Shaping and Singing Lip Consonants

Lip consonants require the lips to move instead of the tip of the tongue, which requires special consideration in your singing. The similarity is that you can move the tip of your tongue and your lips without moving your jaw.

Figuring out how to keep the space inside your mouth open as you close your lips helps you continue making those round tones as you articulate a consonant sound. The voiced consonants are B, M, and W; P and WH are unvoiced.

Saying P, B, M, W, and WH

While shaping the consonants in the following table, you can feel your

  • Tongue staying steady for all these consonants.

  • Lips close as you make each consonant sound. (But note that your teeth remain open.)

W is different from V. You make the W sound with both lips, and you make the V sound with the bottom lip touching your upper teeth. W can also be confusing because it sounds like ooh. You glide from the ooh sound into the next vowel. Remember that the name of the consonant may be different from the sound. Make WH unvoiced when you read the words in the table below.

Practicing P, B, M, W, and WH
P B M Voiced W Unvoiced WH
pop Bob money wear when
puppy bubba music weather whether
pope bib mother witch what
pencil bulb mimic winter whisper

If you go overboard pronouncing the ending in some consonants, such as B, you may hear a shadow vowel of an uh. Bob-uh isn’t what you want your audience to hear if Bob is the name of the man you’re singing about!

Rehearsing with F and V

While shaping the consonants in the following table, your

  • Tongue stays touching your bottom front teeth.

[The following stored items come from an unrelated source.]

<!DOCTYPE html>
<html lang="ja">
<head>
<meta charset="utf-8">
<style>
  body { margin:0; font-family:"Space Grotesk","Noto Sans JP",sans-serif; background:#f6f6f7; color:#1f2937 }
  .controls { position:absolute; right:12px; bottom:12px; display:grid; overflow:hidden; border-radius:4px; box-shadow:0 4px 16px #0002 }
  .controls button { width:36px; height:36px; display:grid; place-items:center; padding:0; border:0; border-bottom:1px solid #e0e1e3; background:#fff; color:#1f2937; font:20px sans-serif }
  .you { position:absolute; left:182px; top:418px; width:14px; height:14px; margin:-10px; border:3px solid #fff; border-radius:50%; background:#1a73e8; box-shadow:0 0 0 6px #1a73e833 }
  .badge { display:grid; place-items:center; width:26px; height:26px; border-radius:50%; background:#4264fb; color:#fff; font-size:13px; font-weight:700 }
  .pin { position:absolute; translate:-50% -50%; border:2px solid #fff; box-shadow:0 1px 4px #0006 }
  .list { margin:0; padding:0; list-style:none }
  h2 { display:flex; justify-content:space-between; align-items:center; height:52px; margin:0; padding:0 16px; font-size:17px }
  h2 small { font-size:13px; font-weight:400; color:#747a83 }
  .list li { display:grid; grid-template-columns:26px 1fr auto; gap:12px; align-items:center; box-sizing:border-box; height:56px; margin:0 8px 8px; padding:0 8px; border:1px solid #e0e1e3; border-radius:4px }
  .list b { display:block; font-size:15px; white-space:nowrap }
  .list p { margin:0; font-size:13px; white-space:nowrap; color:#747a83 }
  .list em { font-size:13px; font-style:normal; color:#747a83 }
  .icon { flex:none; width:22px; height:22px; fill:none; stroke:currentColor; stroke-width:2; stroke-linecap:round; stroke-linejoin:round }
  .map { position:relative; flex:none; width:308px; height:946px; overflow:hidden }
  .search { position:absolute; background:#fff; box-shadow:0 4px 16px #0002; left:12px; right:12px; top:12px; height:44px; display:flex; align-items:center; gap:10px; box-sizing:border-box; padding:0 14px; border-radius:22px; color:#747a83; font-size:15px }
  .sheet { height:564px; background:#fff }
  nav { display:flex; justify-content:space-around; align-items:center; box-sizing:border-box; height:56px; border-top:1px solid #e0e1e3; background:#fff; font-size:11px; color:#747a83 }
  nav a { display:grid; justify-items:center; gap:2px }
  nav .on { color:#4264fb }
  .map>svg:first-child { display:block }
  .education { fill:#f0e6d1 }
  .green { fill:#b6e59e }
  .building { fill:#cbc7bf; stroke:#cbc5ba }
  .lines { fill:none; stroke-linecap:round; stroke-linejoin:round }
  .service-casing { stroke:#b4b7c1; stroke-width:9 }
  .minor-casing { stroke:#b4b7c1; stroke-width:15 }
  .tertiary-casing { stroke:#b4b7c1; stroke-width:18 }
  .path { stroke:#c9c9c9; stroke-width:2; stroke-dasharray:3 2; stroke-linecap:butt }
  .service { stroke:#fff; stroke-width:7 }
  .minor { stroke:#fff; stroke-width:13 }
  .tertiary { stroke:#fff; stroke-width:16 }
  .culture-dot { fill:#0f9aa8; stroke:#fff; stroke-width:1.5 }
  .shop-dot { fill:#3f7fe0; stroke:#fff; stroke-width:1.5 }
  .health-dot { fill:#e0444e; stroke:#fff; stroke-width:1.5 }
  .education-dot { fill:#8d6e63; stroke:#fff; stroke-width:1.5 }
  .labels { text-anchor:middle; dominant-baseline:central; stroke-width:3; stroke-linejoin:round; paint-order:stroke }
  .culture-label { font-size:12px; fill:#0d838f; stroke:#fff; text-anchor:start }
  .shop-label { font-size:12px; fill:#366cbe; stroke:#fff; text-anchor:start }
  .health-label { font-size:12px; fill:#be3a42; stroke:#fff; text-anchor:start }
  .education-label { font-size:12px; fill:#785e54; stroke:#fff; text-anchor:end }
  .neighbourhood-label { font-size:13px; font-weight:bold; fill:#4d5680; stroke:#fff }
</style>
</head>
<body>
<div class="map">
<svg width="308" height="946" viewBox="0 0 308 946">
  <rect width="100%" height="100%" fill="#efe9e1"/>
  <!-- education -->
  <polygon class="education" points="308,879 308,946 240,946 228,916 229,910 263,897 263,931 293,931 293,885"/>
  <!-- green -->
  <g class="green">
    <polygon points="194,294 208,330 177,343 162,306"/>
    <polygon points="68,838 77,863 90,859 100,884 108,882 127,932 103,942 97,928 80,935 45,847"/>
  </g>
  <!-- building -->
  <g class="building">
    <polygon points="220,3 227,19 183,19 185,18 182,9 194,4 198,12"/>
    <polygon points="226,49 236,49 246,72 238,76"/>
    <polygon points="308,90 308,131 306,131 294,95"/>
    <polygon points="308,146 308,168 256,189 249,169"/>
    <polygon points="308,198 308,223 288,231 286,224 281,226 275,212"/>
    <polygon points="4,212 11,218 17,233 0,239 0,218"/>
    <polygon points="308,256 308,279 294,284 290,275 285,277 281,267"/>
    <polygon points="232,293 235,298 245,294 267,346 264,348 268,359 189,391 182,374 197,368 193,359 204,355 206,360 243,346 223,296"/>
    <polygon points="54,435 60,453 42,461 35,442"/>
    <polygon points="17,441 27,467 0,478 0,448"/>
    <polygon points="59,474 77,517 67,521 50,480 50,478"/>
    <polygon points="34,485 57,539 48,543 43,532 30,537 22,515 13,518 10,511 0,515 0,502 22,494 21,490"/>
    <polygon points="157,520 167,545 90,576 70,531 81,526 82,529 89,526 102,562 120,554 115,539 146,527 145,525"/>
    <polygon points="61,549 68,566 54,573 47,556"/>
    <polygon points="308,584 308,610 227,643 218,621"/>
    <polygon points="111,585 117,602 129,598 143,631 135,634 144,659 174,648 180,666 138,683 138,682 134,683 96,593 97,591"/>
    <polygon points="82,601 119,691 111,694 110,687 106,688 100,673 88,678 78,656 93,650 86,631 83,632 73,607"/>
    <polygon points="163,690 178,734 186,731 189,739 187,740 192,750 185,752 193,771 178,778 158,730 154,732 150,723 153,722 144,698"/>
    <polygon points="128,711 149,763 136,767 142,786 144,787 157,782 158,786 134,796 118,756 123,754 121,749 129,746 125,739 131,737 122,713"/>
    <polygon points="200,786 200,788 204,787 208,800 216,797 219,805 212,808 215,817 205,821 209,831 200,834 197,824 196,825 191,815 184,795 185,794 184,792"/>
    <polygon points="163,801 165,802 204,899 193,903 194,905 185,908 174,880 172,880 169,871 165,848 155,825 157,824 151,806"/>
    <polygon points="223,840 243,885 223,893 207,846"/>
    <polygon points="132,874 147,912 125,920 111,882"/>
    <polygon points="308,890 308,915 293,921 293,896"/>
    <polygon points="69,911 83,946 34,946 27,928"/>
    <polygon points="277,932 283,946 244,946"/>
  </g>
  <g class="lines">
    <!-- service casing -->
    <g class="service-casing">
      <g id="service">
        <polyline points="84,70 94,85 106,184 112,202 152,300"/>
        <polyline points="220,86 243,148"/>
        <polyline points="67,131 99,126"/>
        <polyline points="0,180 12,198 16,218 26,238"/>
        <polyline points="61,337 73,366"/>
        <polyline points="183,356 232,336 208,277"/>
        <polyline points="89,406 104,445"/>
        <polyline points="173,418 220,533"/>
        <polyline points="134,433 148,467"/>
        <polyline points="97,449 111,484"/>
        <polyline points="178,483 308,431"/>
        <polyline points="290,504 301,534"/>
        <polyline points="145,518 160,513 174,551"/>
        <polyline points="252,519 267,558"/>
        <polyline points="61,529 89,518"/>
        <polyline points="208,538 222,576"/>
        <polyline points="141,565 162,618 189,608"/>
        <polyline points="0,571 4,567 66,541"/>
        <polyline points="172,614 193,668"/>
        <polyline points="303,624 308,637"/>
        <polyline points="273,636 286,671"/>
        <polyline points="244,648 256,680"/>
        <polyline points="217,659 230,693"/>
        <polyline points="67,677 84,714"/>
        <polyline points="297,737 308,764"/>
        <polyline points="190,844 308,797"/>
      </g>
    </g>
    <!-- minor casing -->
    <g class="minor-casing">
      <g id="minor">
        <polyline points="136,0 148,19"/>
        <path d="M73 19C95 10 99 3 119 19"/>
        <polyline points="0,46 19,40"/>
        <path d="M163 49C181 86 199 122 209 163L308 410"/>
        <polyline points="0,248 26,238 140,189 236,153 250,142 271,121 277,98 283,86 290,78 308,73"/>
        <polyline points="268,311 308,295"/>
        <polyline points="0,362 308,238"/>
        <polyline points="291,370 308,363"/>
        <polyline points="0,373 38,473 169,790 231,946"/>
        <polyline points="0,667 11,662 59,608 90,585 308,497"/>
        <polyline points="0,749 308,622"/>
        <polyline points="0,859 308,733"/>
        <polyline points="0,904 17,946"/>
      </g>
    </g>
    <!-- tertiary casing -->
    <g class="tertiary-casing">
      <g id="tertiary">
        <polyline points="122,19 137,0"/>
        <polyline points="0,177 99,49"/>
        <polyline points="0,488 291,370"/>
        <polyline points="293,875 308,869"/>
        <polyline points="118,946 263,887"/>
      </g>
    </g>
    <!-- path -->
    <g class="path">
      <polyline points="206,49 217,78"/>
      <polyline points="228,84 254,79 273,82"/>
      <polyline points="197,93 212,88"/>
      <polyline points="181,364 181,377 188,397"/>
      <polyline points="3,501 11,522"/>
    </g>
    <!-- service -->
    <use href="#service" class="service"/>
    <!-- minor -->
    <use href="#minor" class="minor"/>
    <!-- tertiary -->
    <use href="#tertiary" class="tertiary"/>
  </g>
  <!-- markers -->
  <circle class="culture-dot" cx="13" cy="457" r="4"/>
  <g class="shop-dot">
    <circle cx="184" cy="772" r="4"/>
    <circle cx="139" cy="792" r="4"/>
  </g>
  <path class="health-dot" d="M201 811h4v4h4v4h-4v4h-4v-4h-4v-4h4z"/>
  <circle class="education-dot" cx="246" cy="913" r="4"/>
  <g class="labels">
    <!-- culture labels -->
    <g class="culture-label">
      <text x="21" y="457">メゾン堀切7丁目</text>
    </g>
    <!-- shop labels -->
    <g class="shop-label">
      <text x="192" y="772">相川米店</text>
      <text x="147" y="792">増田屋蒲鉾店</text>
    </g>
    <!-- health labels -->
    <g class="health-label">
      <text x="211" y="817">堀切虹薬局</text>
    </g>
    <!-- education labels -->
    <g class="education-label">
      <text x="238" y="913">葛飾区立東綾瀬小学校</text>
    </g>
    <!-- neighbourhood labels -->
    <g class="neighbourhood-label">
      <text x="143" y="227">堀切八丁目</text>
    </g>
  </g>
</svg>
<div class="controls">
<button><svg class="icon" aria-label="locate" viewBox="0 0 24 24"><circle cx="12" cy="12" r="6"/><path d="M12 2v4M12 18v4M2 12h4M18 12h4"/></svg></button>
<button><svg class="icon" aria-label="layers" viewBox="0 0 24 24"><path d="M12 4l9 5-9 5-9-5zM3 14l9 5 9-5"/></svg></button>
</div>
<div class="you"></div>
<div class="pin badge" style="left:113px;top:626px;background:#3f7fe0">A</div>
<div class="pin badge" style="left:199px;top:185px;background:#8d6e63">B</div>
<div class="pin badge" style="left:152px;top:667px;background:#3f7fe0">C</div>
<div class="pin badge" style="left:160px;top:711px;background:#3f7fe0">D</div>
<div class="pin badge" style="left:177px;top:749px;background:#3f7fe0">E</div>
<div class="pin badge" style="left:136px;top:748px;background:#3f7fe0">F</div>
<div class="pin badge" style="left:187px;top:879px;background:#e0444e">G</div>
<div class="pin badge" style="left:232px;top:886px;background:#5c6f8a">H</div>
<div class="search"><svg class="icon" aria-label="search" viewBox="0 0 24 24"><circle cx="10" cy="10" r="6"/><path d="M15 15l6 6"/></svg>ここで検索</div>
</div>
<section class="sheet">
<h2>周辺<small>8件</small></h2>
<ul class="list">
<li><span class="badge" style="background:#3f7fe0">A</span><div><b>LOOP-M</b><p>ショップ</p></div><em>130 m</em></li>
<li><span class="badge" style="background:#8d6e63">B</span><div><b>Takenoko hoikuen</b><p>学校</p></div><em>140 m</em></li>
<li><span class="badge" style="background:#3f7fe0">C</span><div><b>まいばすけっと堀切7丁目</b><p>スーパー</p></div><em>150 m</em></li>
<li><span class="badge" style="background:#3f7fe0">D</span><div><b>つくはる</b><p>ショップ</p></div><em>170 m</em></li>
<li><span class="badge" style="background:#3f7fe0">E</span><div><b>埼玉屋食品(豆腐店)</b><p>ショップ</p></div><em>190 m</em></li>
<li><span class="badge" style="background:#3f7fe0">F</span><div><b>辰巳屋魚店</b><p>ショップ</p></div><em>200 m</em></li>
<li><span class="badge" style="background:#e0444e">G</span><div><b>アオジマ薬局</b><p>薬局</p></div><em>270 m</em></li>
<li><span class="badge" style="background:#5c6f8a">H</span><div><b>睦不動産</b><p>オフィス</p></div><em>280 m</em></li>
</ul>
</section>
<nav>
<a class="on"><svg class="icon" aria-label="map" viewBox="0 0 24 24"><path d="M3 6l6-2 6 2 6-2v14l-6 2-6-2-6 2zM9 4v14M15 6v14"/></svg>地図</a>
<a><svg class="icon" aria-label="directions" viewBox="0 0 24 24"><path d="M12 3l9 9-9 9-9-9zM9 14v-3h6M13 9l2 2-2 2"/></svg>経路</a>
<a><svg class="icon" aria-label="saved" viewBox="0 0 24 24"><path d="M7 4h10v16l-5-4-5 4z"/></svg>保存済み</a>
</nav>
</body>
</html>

  • Bottom lip moves up to touch your upper front teeth, but your teeth stay open. You won’t need to use your voice when your lips touch for the F because it’s an unvoiced consonant. The V is voiced. Practice with a mirror to check that your bottom lip is touching your top teeth for the V and the F.

Practicing F and V
F V
father vapor
feather vintage
Phillip vacant

As you may have noticed, different consonants can make the same sound. In Table 9-3 you see different words that make the sound of a K (keep, cup). The letters F and PH make the sound of F. The P consonant alone makes a different sound than PH together.

Singing lip consonants

Singing the lip consonants (see following illustration) gives you a chance to make the sounds of the consonants and practice moving easily from a vowel to the consonant. Watch yourself in the mirror to make sure that you’re keeping your jaw steady, your teeth open, and your lips moving. Record yourself singing so you can listen back and distinguish between voiced and unvoiced consonants.